Dry mycelium of the mushroom "Autumn Oyster Mushroom"
Autumn Oyster Mushroom is an edible mushroom suitable for various uses: fresh (boiled for about 25 minutes) in soups and main dishes, pickled or salted (better with young mushrooms), and can be dried. It grows on stumps, live and fallen tree trunks, and root bases of deciduous and coniferous trees.
Appears from late August to early September and grows until stable autumn frosts, forming colonies. Cap: up to 12 cm in diameter, initially convex, almost spherical, later flat with a central bump. Edges start curled inward and then spread out. The cap skin is brownish, gray-brown, or yellow-brown depending on tree species and growing conditions.
Gills: descending, thin, pale yellow-white, with a brownish tint and brown spots in mature mushrooms.

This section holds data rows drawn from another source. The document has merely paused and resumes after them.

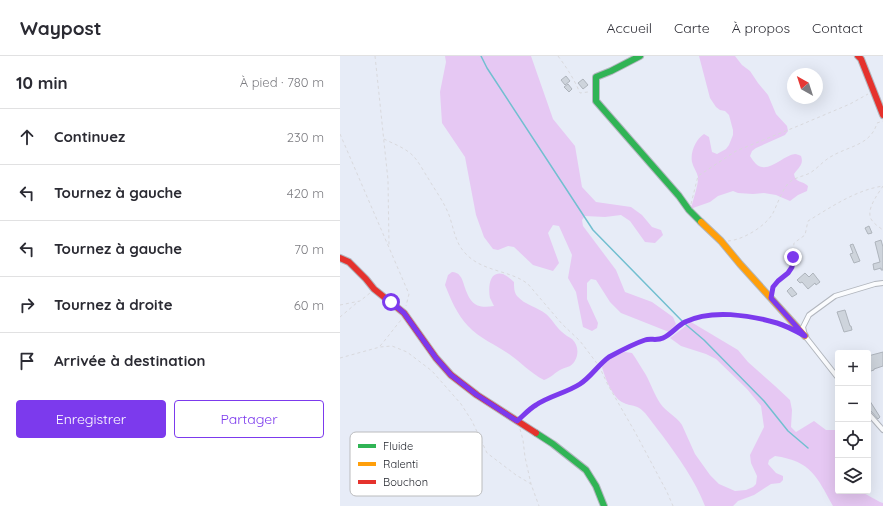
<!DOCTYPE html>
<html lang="fr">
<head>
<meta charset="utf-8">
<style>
	:root { --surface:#fff; --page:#f7f7f7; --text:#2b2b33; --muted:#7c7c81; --line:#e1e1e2; --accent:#7c3aed }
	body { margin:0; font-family:Quicksand,sans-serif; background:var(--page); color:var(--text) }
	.controls { position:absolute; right:12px; bottom:12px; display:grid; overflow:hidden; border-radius:4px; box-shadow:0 4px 16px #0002 }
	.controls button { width:36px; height:36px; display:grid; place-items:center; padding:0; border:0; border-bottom:1px solid var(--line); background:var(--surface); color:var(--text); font:20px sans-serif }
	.compass { position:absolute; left:447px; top:12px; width:36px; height:36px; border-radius:50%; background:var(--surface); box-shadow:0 4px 16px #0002; rotate:321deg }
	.stop { position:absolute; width:12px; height:12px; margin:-9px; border:3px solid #7c3aed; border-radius:50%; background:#fff }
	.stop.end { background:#7c3aed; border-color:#fff; box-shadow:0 1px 4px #0008 }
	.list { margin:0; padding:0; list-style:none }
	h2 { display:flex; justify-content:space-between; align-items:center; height:52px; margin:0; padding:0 16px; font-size:17px }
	h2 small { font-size:13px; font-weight:400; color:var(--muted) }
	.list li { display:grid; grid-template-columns:26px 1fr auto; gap:12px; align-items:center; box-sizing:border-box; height:56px; padding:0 16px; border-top:1px solid var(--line) }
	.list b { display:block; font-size:15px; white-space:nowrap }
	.list em { font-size:13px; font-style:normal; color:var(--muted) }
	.actions { display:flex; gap:8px; padding:12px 16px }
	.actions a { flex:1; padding:9px 0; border:1px solid var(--accent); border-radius:4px; text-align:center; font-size:14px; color:var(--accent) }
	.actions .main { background:var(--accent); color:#fff }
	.icon { flex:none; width:22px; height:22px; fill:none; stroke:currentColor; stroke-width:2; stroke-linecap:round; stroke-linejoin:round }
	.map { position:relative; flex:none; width:543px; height:450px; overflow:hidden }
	header { display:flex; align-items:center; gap:24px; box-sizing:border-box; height:56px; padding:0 20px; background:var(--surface); border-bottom:1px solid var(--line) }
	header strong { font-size:19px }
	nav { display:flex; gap:22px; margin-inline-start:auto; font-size:14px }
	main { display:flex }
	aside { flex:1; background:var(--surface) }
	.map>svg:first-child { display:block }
</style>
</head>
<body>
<header>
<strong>Waypost</strong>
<nav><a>Accueil</a><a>Carte</a><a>À propos</a><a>Contact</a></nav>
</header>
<main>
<aside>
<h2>10 min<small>À pied · 780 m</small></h2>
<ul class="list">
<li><svg class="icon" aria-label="ahead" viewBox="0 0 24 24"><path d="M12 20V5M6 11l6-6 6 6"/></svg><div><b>Continuez</b></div><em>230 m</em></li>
<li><svg class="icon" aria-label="left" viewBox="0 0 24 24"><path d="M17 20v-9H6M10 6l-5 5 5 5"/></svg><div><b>Tournez à gauche</b></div><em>420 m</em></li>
<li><svg class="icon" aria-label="left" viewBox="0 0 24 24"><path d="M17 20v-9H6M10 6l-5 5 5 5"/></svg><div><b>Tournez à gauche</b></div><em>70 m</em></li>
<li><svg class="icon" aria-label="right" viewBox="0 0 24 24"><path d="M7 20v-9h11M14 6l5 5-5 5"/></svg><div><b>Tournez à droite</b></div><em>60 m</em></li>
<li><svg class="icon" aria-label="arrive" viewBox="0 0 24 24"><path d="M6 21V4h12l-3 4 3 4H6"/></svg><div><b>Arrivée à destination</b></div></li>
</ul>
<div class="actions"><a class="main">Enregistrer</a><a>Partager</a></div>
</aside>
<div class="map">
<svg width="543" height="450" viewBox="0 0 543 450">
	<rect width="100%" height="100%" fill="#e7ecf7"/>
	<g fill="#e6c8f3">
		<polygon points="105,0 191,0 213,63 235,90 242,131 256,146 291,151 302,159 312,171 321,174 323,179 315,187 305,186 290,165 281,159 265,161 245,160 242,164 243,170 276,214 285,236 312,246 333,261 336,268 329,276 281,257 270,246 256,224 251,223 247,227 247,243 258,267 257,272 252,275 243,271 236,236 228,222 232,199 219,170 213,169 208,177 219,207 213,215 193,209 174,191 168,190 158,194 153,193 144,181 136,159 125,101 102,67 100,36 106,6"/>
		<path d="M359,0h36l7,9 8,6 8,12 10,12 8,19 11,12 1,5 -3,4 -29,13 -4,3 -2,5c2,3 4,6 6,8 12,11 27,-9 39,-10 2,0 4,1 6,2 3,8 -2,11 -7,18 2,10 8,6 14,12l-1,5 -9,4 -8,6 -14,-6 -12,-2 -11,1 -15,-1 -5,-2 -15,5 -8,6 -17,6h-2c2,-7 8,-26 7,-31 -1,-5 -5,-10 -6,-15 -2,-10 4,-23 12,-28l5,3 3,15 5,2 9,-5 3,-4 4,-10v-5l-4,-15 -4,-4 -5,-1 -4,-3 -6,-9z"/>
		<path d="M112,216c3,0 6,1 8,4 2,2 3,6 4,9 6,18 11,24 30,21 -1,-2 -3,-6 -4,-8 -2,-10 -1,-28 13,-24 4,2 8,5 11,8 0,5 0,10 3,14 8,9 20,11 29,18 6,5 10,13 16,18 3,3 7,5 10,7 8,7 7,21 -2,27 -2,1 -6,2 -8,3 -7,3 -11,9 -18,11 -14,-7 -23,-18 -35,-26 -13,-9 -30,-16 -41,-28 -11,-12 -17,-26 -23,-41l3,-10z"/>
		<path d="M351,266l47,28 10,12 27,24 15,14 2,10 -1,17 5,5 18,-11 12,9h12c0,9 -3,18 0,27v34h22l20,11 3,1v3h-50c-16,-29 -22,-45 -58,-50l-6,4 -1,4 8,9 7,3v4l-3,3 -9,1 -17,11 -16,6 -5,5h-28c-10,-26 -27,-49 -43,-71 -6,-7 -11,-15 -17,-22 -8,-9 -12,-6 -21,-10 -11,-4 -19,-25 -22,-36 4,-6 16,-15 23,-15 2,0 5,1 7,1 5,7 9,14 14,22 5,9 8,19 14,28 6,9 16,13 22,22l13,29 15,21 9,9 16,7 11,-1 7,-3 3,-3 1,-8 -6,-13 -1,-8 14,-28 -3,-21 -14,-17 -31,-30 -10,-5 -25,-8 -11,-8z"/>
	</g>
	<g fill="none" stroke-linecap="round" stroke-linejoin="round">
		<polyline stroke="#72bfd0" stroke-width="1.5" points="141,0 147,12 253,174 344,267 364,284 424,345 448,375 468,392"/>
	</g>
	<g fill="#ced4dc" stroke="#aeb4bc">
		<polygon points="226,20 230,25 225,29 221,24"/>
		<polygon points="243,23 248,29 243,33 238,27"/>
		<polygon points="228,28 232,33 229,36 224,31"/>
		<polygon points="529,170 532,177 528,178 525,172"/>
		<polygon points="541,184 543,191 543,214 541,214 541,212 534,214 533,208 540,206 535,186"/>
		<polygon points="513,188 520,205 514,207 510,198 513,197 510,189"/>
		<polygon points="465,217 469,221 473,217 480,226 476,229 475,227 468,233 462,226 460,227 457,224"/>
		<polygon points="451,231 457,238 452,241 447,235"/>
		<polygon points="505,254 510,270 511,270 512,274 504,276 497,256"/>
		<polygon points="543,296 543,310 534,313 534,314 528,316 528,300"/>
		<polygon points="528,342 540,361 538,363 531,355 528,354"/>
	</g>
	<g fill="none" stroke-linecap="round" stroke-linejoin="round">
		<defs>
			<g id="street">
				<polyline points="498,322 465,280 463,271 469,259 495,240 535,228 543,227"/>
				<polyline points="528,357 543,374"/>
			</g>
			<g id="fast">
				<polyline points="300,0 271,15 256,21 256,45 339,140 349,154 361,166"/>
				<polyline points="196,377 213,388 246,414 256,430 264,450"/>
			</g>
			<polyline id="slow" points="361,166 381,185 400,208 465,280"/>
			<g id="jam">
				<polyline points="518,0 521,3 543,59"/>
				<polyline points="0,202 9,206 26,223 34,233 64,257 96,302 111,319 137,339 196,377"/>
			</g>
		</defs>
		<use href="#street" stroke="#b2b6be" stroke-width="6"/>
		<use href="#fast" stroke="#b2b6be" stroke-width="8"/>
		<use href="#slow" stroke="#b2b6be" stroke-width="8"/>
		<use href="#jam" stroke="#b2b6be" stroke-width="8"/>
		<g stroke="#d9d9dd" stroke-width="1" stroke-dasharray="3 3" stroke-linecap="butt">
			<polyline points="35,0 48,124 49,189"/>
			<path d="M218,0c9,12 16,23 22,37l8,-1 2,2"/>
			<polyline points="0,78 69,238 66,250"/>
			<path d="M44,83c10,5 24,10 31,19 5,6 9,14 13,20 7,12 16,24 21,37 5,14 6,28 17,39 17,18 44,16 62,30l34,40 18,17 19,25 9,19 27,47 32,60 6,14"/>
			<path d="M543,130c-5,8 -17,23 -12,33 3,5 8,8 12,11"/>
			<polyline points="351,148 358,120 396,95 458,70 510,48 528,38"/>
			<path d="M388,185c15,-1 38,-15 45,-28 4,-8 11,-28 18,-32 6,-4 13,-5 19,-8 8,-5 14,-13 22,-17 17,-10 39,-11 45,-33l6,-2"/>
			<path d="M432,236c2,-11 11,-13 17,-20 5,-8 4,-20 5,-29l11,-8 3,-14c23,-14 48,-31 75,-35"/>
			<polyline points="0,249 20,245 30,237"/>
			<polyline points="0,261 19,245"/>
			<path d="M40,290c8,-9 14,-18 22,-27"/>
			<polyline points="0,302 40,291 52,290 67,296 92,315 121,348 132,365 147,397 176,419 191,428"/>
			<polyline points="182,361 195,349 240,328 248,321 259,310 268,302 306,283 321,283 333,276 344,267 356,262 370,259 400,259 438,267 451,273"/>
			<polyline points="180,373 183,384 185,401 191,428 199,450"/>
		</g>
		<use href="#street" stroke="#fbfcfe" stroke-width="4"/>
		<use href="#fast" stroke="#30b455" stroke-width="6"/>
		<use href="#slow" stroke="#ff9f0a" stroke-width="6"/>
		<use href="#jam" stroke="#e5322d" stroke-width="6"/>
	</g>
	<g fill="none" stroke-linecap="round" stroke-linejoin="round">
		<path stroke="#7c3aed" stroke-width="5" d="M51,246l13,11 32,45 15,17 26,20 40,26c6,-5 12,-12 19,-16 13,-9 30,-12 44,-21 11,-7 18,-19 29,-27 11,-6 24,-13 36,-17 5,-2 12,1 18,-2 9,-4 14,-12 22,-16 26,-13 65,-7 92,1 10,3 19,8 28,13l-34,-38 2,-11 5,-6 10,-8 4,-6 1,-10"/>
	</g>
	<rect x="10" y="376" width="132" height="64" rx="6" fill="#fff" stroke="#bbbcbe" stroke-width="1"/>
	<rect x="18" y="388" width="18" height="4" fill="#30b455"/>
	<rect x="18" y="406" width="18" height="4" fill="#ff9f0a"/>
	<rect x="18" y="424" width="18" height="4" fill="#e5322d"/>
	<g font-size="11" fill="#1c1f27">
		<text x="43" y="394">Fluide</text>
		<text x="43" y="412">Ralenti</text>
		<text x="43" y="430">Bouchon</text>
	</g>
</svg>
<div class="controls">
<button>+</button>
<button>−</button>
<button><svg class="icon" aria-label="locate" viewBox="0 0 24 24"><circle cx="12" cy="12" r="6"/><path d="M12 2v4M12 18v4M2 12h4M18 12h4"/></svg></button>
<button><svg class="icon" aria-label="layers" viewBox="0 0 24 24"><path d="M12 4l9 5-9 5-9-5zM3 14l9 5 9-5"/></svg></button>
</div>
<svg class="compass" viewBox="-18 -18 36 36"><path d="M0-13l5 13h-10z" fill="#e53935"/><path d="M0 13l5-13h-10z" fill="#7c7c81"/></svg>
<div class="stop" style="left:51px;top:246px"></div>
<div class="stop end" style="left:453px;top:201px"></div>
</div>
</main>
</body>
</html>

Stipe: long, 8-15(20) cm in length and about 1 cm in diameter, often curved, elastic, with a light membranous ring or remnants of it. Flesh: thin, firm or soft, tough in the stipe, whitish, with a pleasant mushroom aroma.
Autumn Oyster Mushroom is a species of polypore mushrooms, one of the most valuable species growing on wood. In terms of lifestyle and nutrition, it can be compared to the common oyster mushroom. It inhabits only dead wood, predominantly deciduous trees such as beech, oak, chestnut; on conifers it is rare. In natural conditions, the autumn oyster mushroom grows in clusters.